Also, I can tell you that I have personally asked one of the border guards if one person can bring in more than one vehicle at a time on temporary import, and they said "no" (van + moto = two vehicles...).

Anyway, as usual it sounds like the rules are a bit dynamic at the Russian border, but it would probably be worthwhile to have some kind of contingency plan.
Quote:
Originally Posted by stickysidedown View Post
That was quite probably me though nothing as grand as a 4x4! as the two of us were turned away from the UA/RUS border due to having three units of transportation and two persons, so it seems that can be an issue and if i was doing it again I would find another body even if only for the crossings

The trailer itself was a contentious issue as the uk doesnt have registration papers for trailers (carte grise?) I fortunately took the original sales invoice and had the document where my trailer was registered on the national trailer database thing that ifor williams do as a matter of course which seemed to be sufficient after a lot of shrugging and insistence from me

In terms of Borders I got the impression that were it not for the notes on the computer we might have crossed from LV/RUS it was a more relaxed border and they seemed to want to let us across, or maybe the guy with the big hat who made the decision was having a good day, either way big fail for me.

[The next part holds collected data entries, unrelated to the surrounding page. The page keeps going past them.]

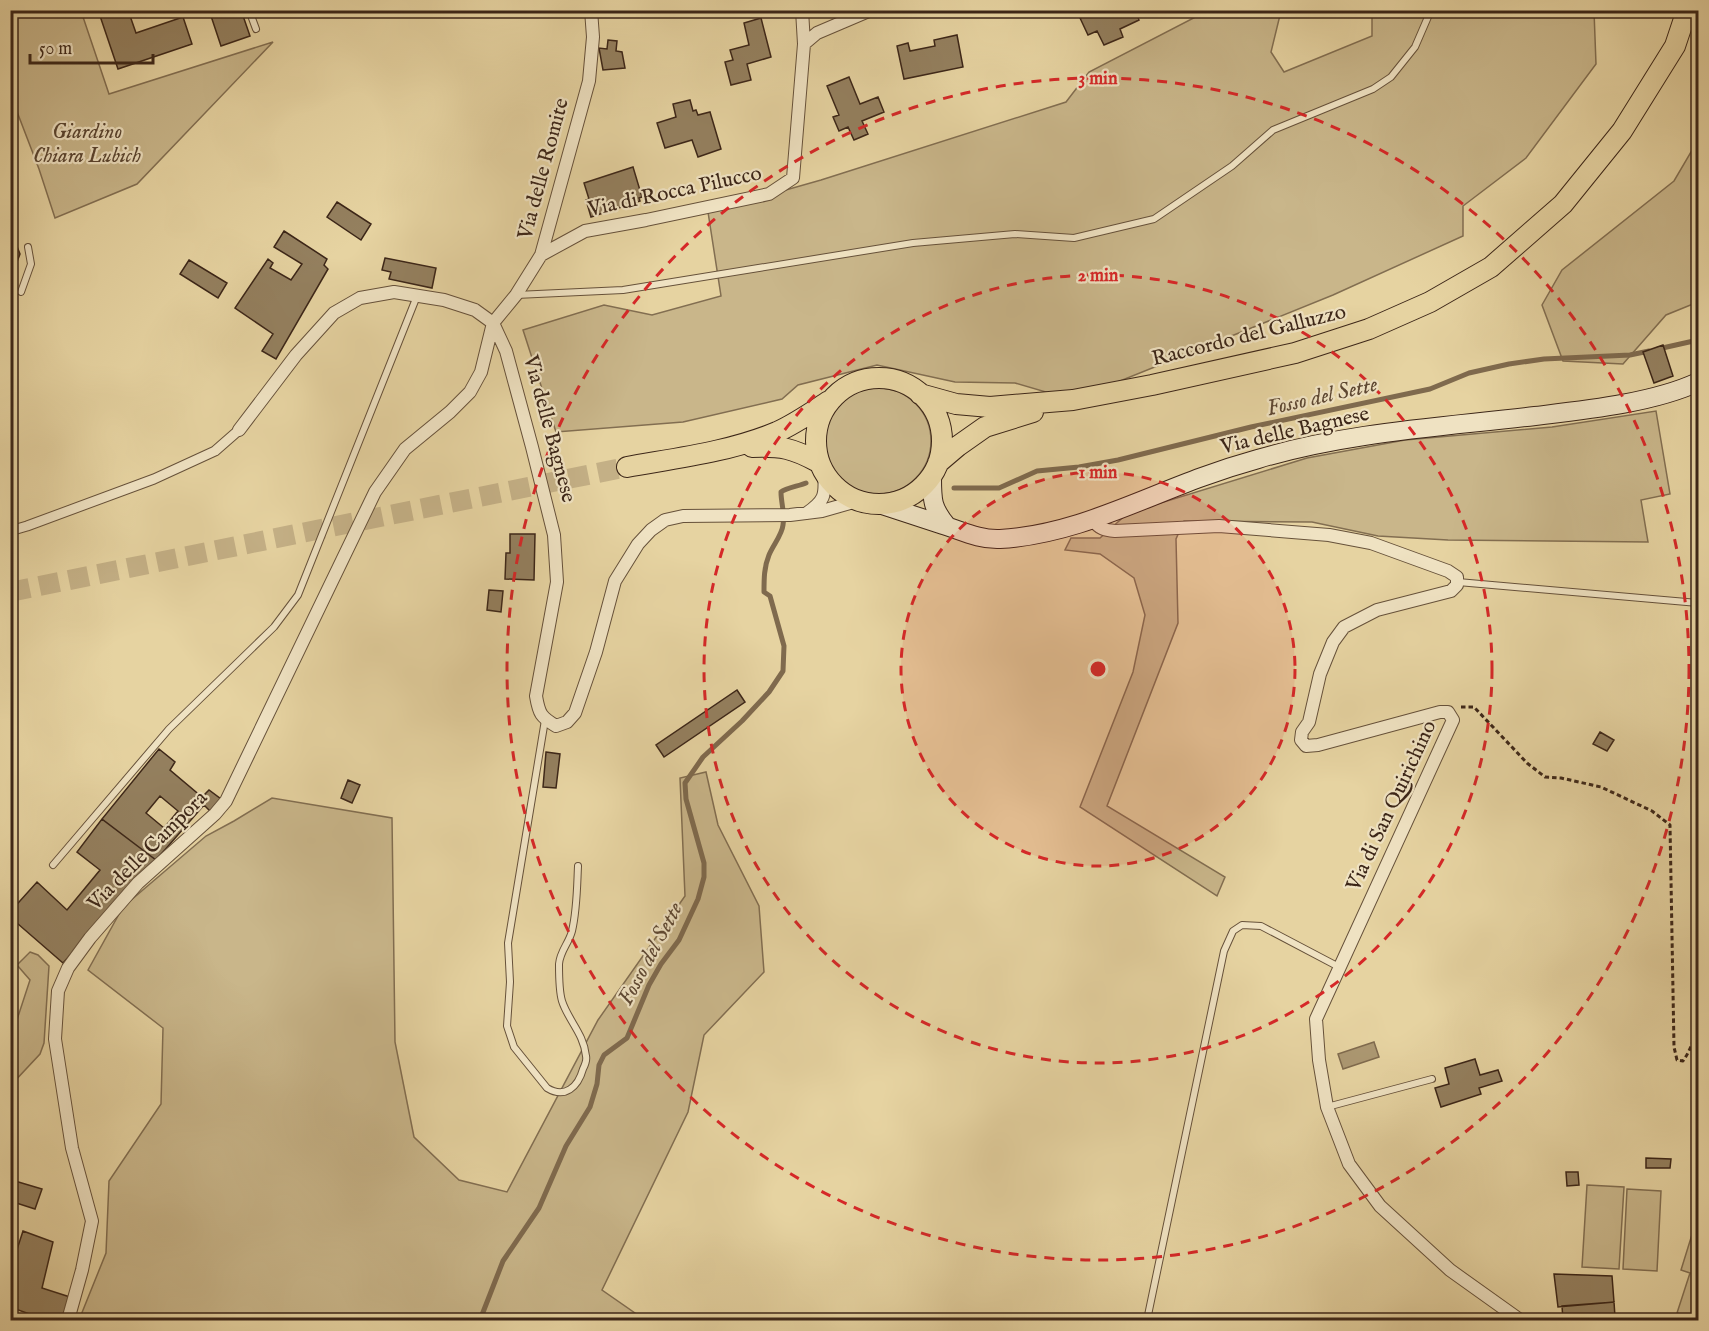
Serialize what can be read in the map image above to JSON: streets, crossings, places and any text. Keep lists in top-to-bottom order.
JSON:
{
  "streets": {
    "main road": ["Raccordo del Galluzzo", "Via delle Bagnese"],
    "street": [
      "Via delle Romite",
      "Via di Rocca Pilucco",
      "Via di San Quirichino",
      "Via delle Campora"
    ]
  },
  "crossings": [
    ["Via delle Romite", "Via di Rocca Pilucco"],
    ["Via delle Romite", "Via delle Bagnese"],
    ["Via delle Romite", "Via delle Campora"],
    ["Raccordo del Galluzzo", "Via delle Bagnese"],
    ["Via delle Bagnese", "Via delle Campora"]
  ],
  "water": ["Fosso del Sette"],
  "parks": ["Giardino Chiara Lubich"],
  "scale_bar": "50 m",
  "rings": ["3 min", "2 min", "1 min"]
}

Will be heading off again on just the bike next June though
The "bike(s) in van to Moscow and the train/truck it to Irkutsk" is just one possible option. I believe my Dutch mates (car/trailer/2 bikes/2 people) took the shortest route via Belarus. If I did it, I'd probably go via Latvia to save on paying for Belarus visa. My backup plan would be park the van in Latvia and ride.

Having today ridden my DRZ for the first time in about 130 days, I forgot how uncomfortable the seat is... Yeh, I know I shouldn't be sitting on it, but standing and Airhawk/Sweetcheeks blah blah. I might take the Trannie from my cancelled 2011 trip and ride on pavement all the way ( http://www.horizonsunlimited.com/hub...lia-side-57723 and http://www.horizonsunlimited.com/hub...s-bright-57994 ). It would also be the cheaper option (but not the most fun...).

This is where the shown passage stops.